Starting at the first line, copy the data below through to the end, exactly.

§ **EXERCISE MATERIAL**:
--- START ---
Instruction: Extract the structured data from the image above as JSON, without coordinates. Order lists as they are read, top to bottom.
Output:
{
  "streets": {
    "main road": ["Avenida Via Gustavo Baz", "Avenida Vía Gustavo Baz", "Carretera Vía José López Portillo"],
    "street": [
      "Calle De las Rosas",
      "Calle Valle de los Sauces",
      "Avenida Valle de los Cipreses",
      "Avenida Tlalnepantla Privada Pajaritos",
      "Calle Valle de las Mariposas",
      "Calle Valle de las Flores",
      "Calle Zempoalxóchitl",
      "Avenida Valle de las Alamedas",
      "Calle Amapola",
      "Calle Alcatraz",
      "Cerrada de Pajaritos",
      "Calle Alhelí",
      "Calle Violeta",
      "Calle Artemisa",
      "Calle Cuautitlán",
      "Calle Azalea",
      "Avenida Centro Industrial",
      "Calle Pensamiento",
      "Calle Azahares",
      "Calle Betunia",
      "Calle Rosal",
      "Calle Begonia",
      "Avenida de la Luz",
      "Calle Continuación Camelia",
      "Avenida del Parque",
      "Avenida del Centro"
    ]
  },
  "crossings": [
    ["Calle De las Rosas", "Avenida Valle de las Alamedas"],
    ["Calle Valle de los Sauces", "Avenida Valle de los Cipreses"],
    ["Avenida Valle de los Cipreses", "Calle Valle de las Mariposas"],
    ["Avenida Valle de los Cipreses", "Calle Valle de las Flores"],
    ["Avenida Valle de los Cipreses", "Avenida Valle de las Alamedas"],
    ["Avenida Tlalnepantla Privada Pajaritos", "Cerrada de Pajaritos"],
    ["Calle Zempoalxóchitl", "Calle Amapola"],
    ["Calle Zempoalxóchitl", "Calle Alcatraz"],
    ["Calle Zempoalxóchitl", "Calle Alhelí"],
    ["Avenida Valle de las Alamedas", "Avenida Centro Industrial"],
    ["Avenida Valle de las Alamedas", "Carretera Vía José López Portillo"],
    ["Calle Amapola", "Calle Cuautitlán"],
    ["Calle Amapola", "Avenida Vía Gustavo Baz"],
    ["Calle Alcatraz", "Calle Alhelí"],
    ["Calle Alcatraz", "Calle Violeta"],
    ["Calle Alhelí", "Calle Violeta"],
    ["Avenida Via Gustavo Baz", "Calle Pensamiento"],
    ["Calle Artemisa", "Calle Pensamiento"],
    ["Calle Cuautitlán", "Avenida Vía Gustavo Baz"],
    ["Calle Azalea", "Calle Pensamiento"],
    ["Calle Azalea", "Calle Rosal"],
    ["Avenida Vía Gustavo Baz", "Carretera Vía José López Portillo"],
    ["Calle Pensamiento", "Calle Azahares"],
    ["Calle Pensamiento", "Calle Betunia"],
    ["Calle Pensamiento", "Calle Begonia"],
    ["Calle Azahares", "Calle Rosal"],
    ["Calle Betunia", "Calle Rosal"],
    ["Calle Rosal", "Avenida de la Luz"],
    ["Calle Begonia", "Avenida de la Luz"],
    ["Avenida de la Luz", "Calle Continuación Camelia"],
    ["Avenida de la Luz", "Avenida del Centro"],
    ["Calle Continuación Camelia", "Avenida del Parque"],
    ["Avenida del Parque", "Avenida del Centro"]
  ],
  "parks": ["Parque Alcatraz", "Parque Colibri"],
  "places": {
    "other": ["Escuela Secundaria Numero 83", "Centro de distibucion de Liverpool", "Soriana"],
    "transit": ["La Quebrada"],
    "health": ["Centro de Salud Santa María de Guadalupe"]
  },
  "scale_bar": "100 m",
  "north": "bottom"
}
--- END ---
§ **ANSWER TO THE EXERCISE**:
Instruction: Extract the structured data from the image above as JSON, without coordinates. Order lists as they are read, top to bottom.
Output:
{
  "streets": {
    "main road": ["Avenida Via Gustavo Baz", "Avenida Vía Gustavo Baz", "Carretera Vía José López Portillo"],
    "street": [
      "Calle De las Rosas",
      "Calle Valle de los Sauces",
      "Avenida Valle de los Cipreses",
      "Avenida Tlalnepantla Privada Pajaritos",
      "Calle Valle de las Mariposas",
      "Calle Valle de las Flores",
      "Calle Zempoalxóchitl",
      "Avenida Valle de las Alamedas",
      "Calle Amapola",
      "Calle Alcatraz",
      "Cerrada de Pajaritos",
      "Calle Alhelí",
      "Calle Violeta",
      "Calle Artemisa",
      "Calle Cuautitlán",
      "Calle Azalea",
      "Avenida Centro Industrial",
      "Calle Pensamiento",
      "Calle Azahares",
      "Calle Betunia",
      "Calle Rosal",
      "Calle Begonia",
      "Avenida de la Luz",
      "Calle Continuación Camelia",
      "Avenida del Parque",
      "Avenida del Centro"
    ]
  },
  "crossings": [
    ["Calle De las Rosas", "Avenida Valle de las Alamedas"],
    ["Calle Valle de los Sauces", "Avenida Valle de los Cipreses"],
    ["Avenida Valle de los Cipreses", "Calle Valle de las Mariposas"],
    ["Avenida Valle de los Cipreses", "Calle Valle de las Flores"],
    ["Avenida Valle de los Cipreses", "Avenida Valle de las Alamedas"],
    ["Avenida Tlalnepantla Privada Pajaritos", "Cerrada de Pajaritos"],
    ["Calle Zempoalxóchitl", "Calle Amapola"],
    ["Calle Zempoalxóchitl", "Calle Alcatraz"],
    ["Calle Zempoalxóchitl", "Calle Alhelí"],
    ["Avenida Valle de las Alamedas", "Avenida Centro Industrial"],
    ["Avenida Valle de las Alamedas", "Carretera Vía José López Portillo"],
    ["Calle Amapola", "Calle Cuautitlán"],
    ["Calle Amapola", "Avenida Vía Gustavo Baz"],
    ["Calle Alcatraz", "Calle Alhelí"],
    ["Calle Alcatraz", "Calle Violeta"],
    ["Calle Alhelí", "Calle Violeta"],
    ["Avenida Via Gustavo Baz", "Calle Pensamiento"],
    ["Calle Artemisa", "Calle Pensamiento"],
    ["Calle Cuautitlán", "Avenida Vía Gustavo Baz"],
    ["Calle Azalea", "Calle Pensamiento"],
    ["Calle Azalea", "Calle Rosal"],
    ["Avenida Vía Gustavo Baz", "Carretera Vía José López Portillo"],
    ["Calle Pensamiento", "Calle Azahares"],
    ["Calle Pensamiento", "Calle Betunia"],
    ["Calle Pensamiento", "Calle Begonia"],
    ["Calle Azahares", "Calle Rosal"],
    ["Calle Betunia", "Calle Rosal"],
    ["Calle Rosal", "Avenida de la Luz"],
    ["Calle Begonia", "Avenida de la Luz"],
    ["Avenida de la Luz", "Calle Continuación Camelia"],
    ["Avenida de la Luz", "Avenida del Centro"],
    ["Calle Continuación Camelia", "Avenida del Parque"],
    ["Avenida del Parque", "Avenida del Centro"]
  ],
  "parks": ["Parque Alcatraz", "Parque Colibri"],
  "places": {
    "other": ["Escuela Secundaria Numero 83", "Centro de distibucion de Liverpool", "Soriana"],
    "transit": ["La Quebrada"],
    "health": ["Centro de Salud Santa María de Guadalupe"]
  },
  "scale_bar": "100 m",
  "north": "bottom"
}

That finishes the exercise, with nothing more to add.